Yaşamını toplumsal ve ailevi değerler üzerine kurmuş, kendisini geliştirmek için hala eğitim alan, Galatasaray kültürünü ve geleneklerini pekçok kişiden daha fazla özümsemiş birine ‘Galatasaray değerlerine aykırı davrandın’ diyemezsiniz. Eğer insanlarınn bağlılığını gösteren bir terazi olsa, benim kefem pekçok kişiden daha ağır basar. Orada yüreğimin ve Galatasaray’da yaşadıklarımın ağırlığı vardır. Onun için ağır basar. Galatasaraylı büyüklerimden, üyelerin hür iradesiyle seçtiği başkan ve yönetimi hedef gösterecek, suçlayacak ve arkasından konuşacak bir eylem içinde bulunmamayı öğrendim. Hak etmediğim ve yaşamadığım halde, yaşanmış gibi, yaşamadığım, yapmadığım veya olmayan şeyleri doğruymuş gibi gösteren olaylara açıkçası cevap verecek olmaktan hicap duyuyorum. Galatasaray Kulübü’nün bir divan üyesi olarak söylüyorum; Galatasaraylılık başarılı olmak için ve galip gelmek için her yola başvurmak değildir. Galatasaray Ali Sami Yen’dir, Metin Oktay’dır.”

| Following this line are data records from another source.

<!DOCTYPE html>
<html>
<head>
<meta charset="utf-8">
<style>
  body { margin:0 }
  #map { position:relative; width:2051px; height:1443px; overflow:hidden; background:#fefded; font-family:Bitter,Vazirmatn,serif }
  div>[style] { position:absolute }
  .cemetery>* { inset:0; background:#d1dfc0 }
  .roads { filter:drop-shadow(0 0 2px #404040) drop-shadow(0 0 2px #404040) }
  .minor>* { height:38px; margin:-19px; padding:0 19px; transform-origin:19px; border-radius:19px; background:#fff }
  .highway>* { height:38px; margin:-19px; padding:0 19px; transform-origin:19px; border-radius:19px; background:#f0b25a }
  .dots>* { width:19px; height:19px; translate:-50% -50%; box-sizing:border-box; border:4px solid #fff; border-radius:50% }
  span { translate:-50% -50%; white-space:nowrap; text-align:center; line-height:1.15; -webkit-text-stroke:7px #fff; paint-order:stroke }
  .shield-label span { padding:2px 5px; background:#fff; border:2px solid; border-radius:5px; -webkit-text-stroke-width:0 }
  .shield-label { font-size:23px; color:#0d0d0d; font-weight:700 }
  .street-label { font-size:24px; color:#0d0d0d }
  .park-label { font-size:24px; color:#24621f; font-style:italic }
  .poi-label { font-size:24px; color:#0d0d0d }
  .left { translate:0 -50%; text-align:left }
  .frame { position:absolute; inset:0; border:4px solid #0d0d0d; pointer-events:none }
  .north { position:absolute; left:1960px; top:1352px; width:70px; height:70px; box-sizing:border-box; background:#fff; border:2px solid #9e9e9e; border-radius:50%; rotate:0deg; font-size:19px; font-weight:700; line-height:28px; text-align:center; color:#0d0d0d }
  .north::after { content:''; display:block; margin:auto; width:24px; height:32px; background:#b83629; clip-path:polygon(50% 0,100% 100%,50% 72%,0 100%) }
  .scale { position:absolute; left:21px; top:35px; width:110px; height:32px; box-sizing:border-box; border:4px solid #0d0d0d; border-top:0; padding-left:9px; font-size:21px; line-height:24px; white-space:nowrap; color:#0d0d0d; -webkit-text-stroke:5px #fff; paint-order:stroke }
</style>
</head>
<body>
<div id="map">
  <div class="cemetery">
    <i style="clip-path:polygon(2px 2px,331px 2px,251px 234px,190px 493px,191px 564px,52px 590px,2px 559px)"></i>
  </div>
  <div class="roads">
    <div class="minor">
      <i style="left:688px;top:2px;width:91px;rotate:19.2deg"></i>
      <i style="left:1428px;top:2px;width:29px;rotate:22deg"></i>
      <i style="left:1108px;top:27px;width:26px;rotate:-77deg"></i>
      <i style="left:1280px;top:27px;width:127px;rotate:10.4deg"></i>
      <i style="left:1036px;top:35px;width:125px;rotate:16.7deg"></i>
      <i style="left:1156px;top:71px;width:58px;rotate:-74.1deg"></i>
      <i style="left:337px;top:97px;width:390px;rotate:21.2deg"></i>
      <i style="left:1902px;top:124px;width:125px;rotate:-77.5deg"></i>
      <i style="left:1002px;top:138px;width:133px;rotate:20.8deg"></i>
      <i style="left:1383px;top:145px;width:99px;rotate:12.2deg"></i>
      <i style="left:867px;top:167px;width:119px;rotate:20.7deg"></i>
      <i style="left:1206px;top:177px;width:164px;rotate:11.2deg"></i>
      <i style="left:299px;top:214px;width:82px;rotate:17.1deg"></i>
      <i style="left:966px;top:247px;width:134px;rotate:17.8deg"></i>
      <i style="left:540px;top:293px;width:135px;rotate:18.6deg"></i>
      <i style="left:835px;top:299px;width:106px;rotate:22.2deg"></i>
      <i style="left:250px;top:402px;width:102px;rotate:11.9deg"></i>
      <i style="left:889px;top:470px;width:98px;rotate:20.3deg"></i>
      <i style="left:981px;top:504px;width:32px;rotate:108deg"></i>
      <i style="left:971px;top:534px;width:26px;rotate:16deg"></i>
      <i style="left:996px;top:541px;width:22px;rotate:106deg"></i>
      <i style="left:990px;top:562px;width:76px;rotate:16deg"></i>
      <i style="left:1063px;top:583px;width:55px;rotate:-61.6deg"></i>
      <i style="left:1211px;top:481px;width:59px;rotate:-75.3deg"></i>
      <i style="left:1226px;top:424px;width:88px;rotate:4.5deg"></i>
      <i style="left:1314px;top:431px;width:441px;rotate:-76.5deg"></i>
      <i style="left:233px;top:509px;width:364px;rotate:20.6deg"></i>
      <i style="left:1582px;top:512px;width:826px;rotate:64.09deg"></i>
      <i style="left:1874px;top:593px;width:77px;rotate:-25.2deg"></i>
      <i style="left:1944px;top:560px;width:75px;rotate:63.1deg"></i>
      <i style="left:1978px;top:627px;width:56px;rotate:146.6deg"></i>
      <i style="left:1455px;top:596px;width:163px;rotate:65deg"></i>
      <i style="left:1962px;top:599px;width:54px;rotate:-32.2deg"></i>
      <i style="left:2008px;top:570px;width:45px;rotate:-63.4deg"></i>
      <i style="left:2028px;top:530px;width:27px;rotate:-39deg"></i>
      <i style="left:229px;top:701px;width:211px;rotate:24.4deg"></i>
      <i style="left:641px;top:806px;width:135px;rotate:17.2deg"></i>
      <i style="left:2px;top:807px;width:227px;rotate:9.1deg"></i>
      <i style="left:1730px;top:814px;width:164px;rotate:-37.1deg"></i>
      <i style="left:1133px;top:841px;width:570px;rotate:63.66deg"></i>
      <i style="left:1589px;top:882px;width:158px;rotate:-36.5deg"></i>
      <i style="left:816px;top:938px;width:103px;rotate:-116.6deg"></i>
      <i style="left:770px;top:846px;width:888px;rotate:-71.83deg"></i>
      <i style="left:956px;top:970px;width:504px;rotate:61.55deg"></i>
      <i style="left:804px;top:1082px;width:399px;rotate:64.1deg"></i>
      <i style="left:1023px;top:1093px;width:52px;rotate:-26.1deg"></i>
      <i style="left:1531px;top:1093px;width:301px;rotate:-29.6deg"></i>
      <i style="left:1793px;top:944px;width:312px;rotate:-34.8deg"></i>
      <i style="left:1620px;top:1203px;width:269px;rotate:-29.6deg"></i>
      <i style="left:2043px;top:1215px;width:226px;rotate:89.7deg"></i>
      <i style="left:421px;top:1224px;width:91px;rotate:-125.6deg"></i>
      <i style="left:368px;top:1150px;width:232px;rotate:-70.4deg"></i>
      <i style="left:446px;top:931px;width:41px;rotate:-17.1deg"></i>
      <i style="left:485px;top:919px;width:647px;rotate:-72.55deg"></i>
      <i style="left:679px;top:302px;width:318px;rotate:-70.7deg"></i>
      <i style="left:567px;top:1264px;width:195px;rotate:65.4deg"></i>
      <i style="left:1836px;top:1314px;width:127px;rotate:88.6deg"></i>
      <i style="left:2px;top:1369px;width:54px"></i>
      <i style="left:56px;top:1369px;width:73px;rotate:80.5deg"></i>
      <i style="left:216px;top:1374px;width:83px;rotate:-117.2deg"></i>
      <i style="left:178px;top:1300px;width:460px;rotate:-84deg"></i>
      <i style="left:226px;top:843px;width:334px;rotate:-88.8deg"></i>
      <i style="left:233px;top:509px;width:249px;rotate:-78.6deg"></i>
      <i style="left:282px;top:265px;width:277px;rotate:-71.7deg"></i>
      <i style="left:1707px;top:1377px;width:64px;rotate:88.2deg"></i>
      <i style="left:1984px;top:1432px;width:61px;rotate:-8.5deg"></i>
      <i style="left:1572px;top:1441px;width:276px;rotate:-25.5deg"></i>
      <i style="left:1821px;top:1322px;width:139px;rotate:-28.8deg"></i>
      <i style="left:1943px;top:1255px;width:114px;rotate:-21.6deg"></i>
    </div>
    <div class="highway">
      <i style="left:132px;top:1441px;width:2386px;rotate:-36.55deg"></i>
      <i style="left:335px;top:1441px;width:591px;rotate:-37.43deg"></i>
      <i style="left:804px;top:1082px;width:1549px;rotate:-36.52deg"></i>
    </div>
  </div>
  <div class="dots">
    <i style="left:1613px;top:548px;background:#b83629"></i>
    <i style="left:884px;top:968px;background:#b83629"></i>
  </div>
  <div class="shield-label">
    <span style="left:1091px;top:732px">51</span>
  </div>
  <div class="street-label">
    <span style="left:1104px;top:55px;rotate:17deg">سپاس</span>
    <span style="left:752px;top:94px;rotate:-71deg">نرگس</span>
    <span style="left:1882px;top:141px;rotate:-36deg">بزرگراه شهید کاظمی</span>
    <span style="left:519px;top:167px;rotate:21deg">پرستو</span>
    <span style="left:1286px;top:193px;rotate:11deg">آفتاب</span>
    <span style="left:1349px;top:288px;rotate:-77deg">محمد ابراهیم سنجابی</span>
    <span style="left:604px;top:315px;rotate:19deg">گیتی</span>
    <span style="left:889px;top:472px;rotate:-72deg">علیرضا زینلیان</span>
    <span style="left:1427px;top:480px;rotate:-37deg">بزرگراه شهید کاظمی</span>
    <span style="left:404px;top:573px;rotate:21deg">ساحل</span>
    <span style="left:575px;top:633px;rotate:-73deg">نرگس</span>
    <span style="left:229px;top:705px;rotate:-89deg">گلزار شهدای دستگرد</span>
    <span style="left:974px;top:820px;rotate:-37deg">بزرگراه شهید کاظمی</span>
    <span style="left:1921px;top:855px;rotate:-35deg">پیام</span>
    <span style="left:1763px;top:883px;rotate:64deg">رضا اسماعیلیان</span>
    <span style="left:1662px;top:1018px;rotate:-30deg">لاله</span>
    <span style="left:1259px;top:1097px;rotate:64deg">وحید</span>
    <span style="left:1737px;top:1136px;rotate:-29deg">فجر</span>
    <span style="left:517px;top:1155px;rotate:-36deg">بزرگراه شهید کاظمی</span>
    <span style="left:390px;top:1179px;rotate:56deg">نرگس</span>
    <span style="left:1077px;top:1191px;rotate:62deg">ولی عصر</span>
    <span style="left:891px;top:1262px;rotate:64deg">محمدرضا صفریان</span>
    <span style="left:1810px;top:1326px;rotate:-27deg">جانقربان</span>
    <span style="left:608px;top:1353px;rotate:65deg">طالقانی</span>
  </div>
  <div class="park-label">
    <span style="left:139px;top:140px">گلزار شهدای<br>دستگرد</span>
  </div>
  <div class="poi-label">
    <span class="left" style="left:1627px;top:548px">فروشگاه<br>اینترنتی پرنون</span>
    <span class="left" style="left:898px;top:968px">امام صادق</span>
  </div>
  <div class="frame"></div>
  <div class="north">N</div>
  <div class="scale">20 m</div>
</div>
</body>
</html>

(Eleman) meselesi, yönetim değişikliği…
Albayrak ve Dürüst’ün ayrılışı, Mersin İdmanyurdu maçı sonrası TFF ziyaretimde konuşulanlar, aylar öncesinden başlayan yeni hoca isimleri, maç öncesi primin futbolcularla görüşülmesi, sadece futbolcuların kutlanması, emeği geçen hiçbir insanın kutlanmaması ve daha neler neler… Bunları düşünüp alt alta yazsam liste çok uzar. Bunların herhangi birinden sonra benim yerimde kim olsa istifa ederdi. Tam aksine ben, ‘dördüncü yıldızı takmadan gitmeyeceğim’ dedikçe her şeyin şiddeti arttı. Geriye bakınca bazı şeyleri daha iyi anlıyorum. Aysal’ın televizyon programında dile getirdiği Medical Park Antalyaspor maçı sonrasındaki açıklamaların birkez daha izlenmesinde yarar var. O açıklamada, ‘Görevimin başında, Galatasaray’ın içindeyim. Gönderilmeye çalışılsam bile direneceğimden şüphe duyulmasın’ demiştim. Her zor durumda, bana ihtiyaç duyulan ve çağrıldığım her anda koşulsuz, hiç sorunsuz elimi ve gövdemi taşın altına sokmaktan geri kalmadığım Galatasaray Kulübü’nde bana yaşatılanlardan dolayı bazılarına hakkımı helal etmiyorum. Bugüne kadar yapılanları Galatasaraylılar içine sığdırıp affediyorlarsa ben de ediyorum. Beni tanıyan ve her türlü platformda destekleyen herkese teşekkür ediyorum.”